[Data for this task — start]
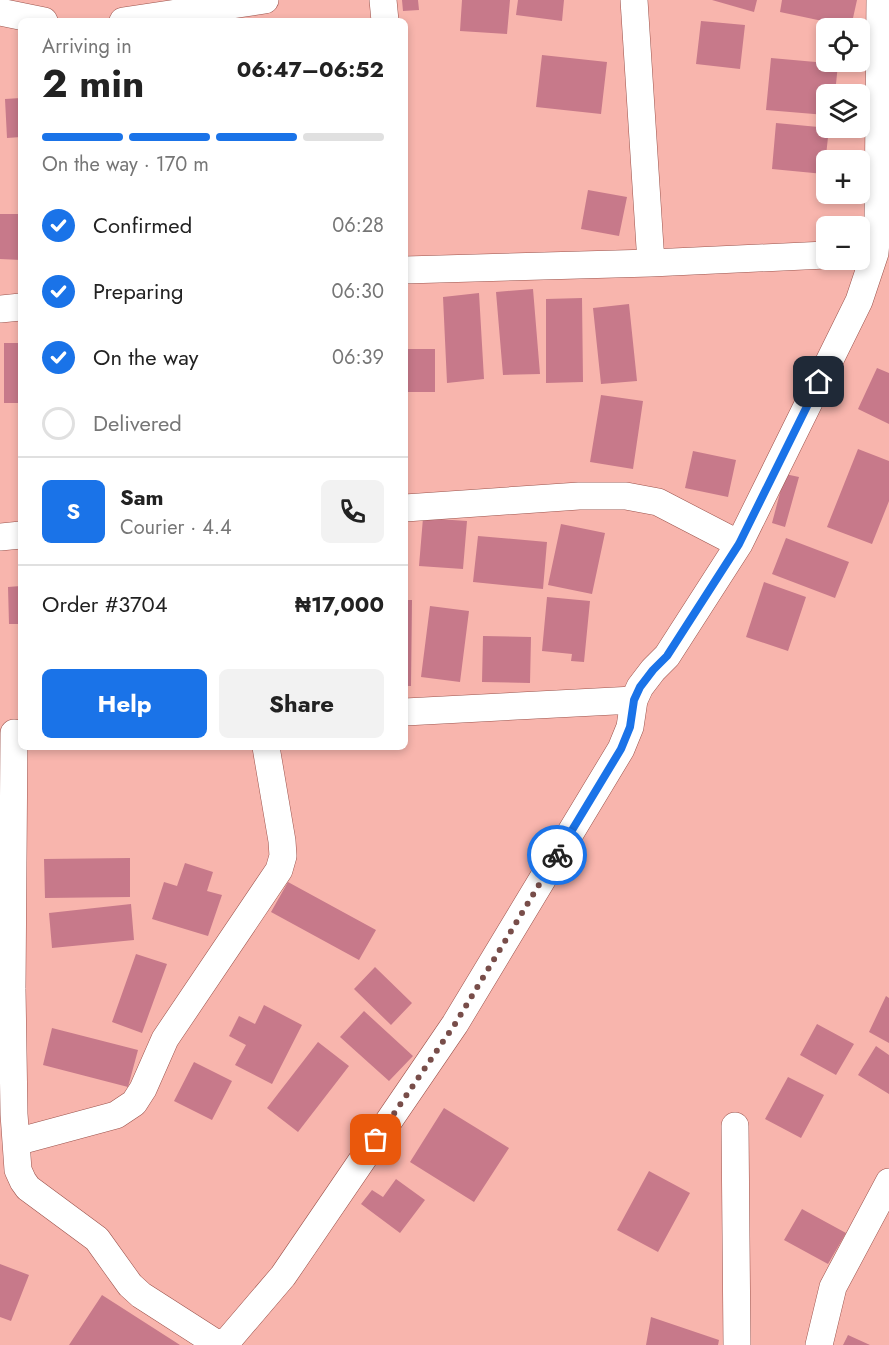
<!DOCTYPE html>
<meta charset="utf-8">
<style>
body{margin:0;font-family:Jost,sans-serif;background:#f2f2f2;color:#222;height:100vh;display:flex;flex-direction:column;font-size:22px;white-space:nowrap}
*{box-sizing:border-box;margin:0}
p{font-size:20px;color:#767676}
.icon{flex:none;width:33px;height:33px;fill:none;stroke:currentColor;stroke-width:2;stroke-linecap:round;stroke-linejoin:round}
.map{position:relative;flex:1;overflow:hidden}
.details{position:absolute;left:18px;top:18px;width:390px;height:732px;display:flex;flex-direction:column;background:#fff;border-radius:9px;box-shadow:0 3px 9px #0003}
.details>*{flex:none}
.controls{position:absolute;left:816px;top:18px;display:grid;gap:12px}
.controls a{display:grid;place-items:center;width:54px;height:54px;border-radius:9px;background:#fff;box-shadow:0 3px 9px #0003;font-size:30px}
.pin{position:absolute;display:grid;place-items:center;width:51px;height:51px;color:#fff;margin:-26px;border-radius:12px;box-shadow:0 3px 9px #0006}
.courier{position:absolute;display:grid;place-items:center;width:60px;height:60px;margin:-30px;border:4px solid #1a73e8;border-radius:50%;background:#fff;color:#222;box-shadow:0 2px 8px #0007}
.head em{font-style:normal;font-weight:700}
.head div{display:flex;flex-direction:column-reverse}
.head{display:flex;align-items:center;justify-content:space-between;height:102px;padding:0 24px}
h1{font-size:39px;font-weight:700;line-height:45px}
.bar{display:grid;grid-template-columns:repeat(4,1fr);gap:9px 6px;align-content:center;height:72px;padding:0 24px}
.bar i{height:8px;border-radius:4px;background:#e0e0e0}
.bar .selected{background:#1a73e8}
.bar p{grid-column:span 4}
.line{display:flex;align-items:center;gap:15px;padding:0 24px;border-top:2px solid #e0e0e0}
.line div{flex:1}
.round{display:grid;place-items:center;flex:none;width:63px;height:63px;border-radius:9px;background:#f2f2f2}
ol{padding:0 24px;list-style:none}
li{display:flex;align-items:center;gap:18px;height:66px}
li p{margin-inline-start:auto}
li .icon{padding:6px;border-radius:50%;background:#1a73e8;color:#fff;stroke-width:4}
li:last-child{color:#767676}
li i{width:33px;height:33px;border:3px solid #e0e0e0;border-radius:50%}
.button{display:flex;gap:12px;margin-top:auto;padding:12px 24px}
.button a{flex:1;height:69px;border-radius:9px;background:#1a73e8;color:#fff;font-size:24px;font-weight:700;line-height:69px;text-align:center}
.button a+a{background:#f2f2f2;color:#222}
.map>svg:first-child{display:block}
</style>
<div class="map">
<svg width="889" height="1345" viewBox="0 0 889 1345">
<rect width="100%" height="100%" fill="#f8b5ad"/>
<path fill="#c7798a" d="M 402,0 L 418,0 L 419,10 L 403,11 Z
M 462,0 L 510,0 L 507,34 L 460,31 Z
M 518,0 L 564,0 L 562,21 L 516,15 Z
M 712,0 L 757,0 L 754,12 Z
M 782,0 L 857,0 L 851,27 L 780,12 Z
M 701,21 L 745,25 L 740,69 L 696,64 Z
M 542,55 L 607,62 L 601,114 L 536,107 Z
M 771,58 L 838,64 L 835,94 L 826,94 L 826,115 L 766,110 Z
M 21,98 L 21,137 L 7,138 L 5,99 Z
M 776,123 L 829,128 L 824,174 L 772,169 Z
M 588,190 L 627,197 L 619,236 L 581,229 Z
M 0,214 L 21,214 L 21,260 L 0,259 Z
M 533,289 L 540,374 L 503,375 L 496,292 Z
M 479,293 L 484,379 L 447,383 L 443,297 Z
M 582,298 L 583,382 L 546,383 L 546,299 Z
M 629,304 L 637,381 L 601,384 L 593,308 Z
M 4,343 L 21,343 L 21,403 L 4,403 Z
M 405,349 L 435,349 L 435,392 L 405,392 Z
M 877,368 L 889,373 L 889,424 L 858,409 Z
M 601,395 L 643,401 L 633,469 L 590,462 Z
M 858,449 L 889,461 L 889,501 L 872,544 L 827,527 Z
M 693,451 L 736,460 L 728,497 L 685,488 Z
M 785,474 L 799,477 L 785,527 L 772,523 Z
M 423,518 L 467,521 L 463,569 L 419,566 Z
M 561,524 L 605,533 L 592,594 L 548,585 Z
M 478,536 L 547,542 L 543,589 L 473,582 Z
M 786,538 L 849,562 L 835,598 L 772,574 Z
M 764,582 L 806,597 L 788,651 L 746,637 Z
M 21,586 L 21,624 L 9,624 L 8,587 Z
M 547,597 L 590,601 L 584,662 L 571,661 L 572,654 L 542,651 Z
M 405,600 L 412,600 L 411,686 L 405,686 Z
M 430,606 L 469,611 L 460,682 L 421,677 Z
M 483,636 L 531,637 L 530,683 L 482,682 Z
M 130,858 L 130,897 L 45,898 L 44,859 Z
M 185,863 L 213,872 L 207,891 L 222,895 L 208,936 L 152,919 L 164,882 L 177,886 Z
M 288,882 L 376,930 L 359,960 L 271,912 Z
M 131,904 L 134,940 L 52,948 L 49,913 Z
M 136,954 L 167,964 L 142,1033 L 112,1022 Z
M 375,967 L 412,1003 L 391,1025 L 354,989 Z
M 886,996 L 889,998 L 889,1043 L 869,1032 Z
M 264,1005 L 302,1025 L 272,1084 L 235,1065 L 246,1045 L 229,1036 L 239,1016 L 255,1024 Z
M 364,1011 L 413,1056 L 389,1081 L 340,1037 Z
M 817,1024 L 854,1044 L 836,1075 L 800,1055 Z
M 52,1028 L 138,1050 L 128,1087 L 43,1065 Z
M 318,1042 L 349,1066 L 298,1132 L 267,1108 Z
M 876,1046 L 889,1055 L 889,1094 L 858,1075 Z
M 194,1062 L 232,1081 L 212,1120 L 174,1101 Z
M 788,1077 L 824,1095 L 801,1138 L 765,1119 Z
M 444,1108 L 509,1148 L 474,1202 L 410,1162 Z
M 649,1171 L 690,1193 L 658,1252 L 617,1230 Z
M 396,1179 L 425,1200 L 400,1233 L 361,1204 L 372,1190 L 383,1197 Z
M 802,1209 L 846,1233 L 828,1264 L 784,1240 Z
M 0,1264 L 29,1275 L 11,1321 L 0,1317 Z
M 102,1295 L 180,1345 L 69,1345 Z
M 651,1317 L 719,1340 L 718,1345 L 646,1345 Z
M 848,1335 L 870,1345 L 843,1345 Z"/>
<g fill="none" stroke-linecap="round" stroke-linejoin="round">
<defs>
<path id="minor" d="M 383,0 L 385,21
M 634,0 L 651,263
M 0,12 L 44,21
M 123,21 L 265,0
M 405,270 L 651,263 L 826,255
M 0,309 L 21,307
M 405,508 L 579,496 L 626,496 L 658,502 L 739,544
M 0,537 L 21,535
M 405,712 L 634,700
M 14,733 L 12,989 L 14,1114 L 18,1170 L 23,1181 L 28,1188 L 97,1239 L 130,1285 L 141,1295 L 219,1345
M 735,1126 L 737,1345
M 16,1142 L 116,1115 L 134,1103 L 143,1089 L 165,1039 L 279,870 L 283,856 L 282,841 L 266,747
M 224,1345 L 283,1276 L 455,1024 L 621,749 L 630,727 L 634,700 L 640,687 L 653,670 L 667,656 L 739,544 L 859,301 L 875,253 L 878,220 L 880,0
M 819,1345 L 833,1287 L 889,1182"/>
</defs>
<use href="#minor" stroke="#9b524b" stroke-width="28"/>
<use href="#minor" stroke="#fff" stroke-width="27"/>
</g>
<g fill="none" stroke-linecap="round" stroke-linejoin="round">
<path stroke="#784d49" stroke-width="6" stroke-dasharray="0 10.8" d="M 376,1140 L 455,1024 L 557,855"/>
<path stroke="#1a73e8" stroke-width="8" d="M 557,855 L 621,749 L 630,727 L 634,700 L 640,687 L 653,670 L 667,656 L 739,544 L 819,382"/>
</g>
</svg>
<div class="controls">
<a><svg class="icon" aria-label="locate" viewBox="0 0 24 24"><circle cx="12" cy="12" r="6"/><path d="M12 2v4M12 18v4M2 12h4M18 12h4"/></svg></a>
<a><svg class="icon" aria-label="layers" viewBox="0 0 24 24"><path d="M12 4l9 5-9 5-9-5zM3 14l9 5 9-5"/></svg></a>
<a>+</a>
<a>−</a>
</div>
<div class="pin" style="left:376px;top:1140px;background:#ea580c"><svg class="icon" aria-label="bag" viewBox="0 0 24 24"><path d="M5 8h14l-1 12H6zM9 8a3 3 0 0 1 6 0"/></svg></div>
<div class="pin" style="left:819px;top:382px;background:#1f2937"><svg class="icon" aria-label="home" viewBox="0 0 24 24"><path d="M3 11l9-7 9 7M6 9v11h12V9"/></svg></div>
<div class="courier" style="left:557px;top:855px"><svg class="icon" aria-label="bike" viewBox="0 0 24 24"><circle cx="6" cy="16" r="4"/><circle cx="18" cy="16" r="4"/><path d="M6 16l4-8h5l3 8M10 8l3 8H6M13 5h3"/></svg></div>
<section class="details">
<div class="head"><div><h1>2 min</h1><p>Arriving in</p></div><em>06:47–06:52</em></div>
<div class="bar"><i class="selected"></i><i class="selected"></i><i class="selected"></i><i></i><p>On the way · 170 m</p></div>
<ol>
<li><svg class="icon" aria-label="check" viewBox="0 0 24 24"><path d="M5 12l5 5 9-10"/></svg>Confirmed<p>06:28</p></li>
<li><svg class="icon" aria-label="check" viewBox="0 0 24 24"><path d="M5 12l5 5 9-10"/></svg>Preparing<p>06:30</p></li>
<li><svg class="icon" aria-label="check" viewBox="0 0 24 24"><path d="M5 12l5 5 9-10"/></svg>On the way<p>06:39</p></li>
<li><i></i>Delivered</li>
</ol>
<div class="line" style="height:108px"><b class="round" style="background:#1a73e8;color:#fff">S</b><div><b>Sam</b><p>Courier · 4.4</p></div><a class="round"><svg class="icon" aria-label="phone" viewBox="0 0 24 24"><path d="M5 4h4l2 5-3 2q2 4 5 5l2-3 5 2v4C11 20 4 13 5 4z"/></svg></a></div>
<div class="line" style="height:78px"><div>Order #3704</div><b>₦17,000</b></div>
<div class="button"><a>Help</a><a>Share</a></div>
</section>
</div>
[Data for this task — finish]
What to work on -
The answer must be a single number: the count of lines above that contain "position".

Exercise answer -
5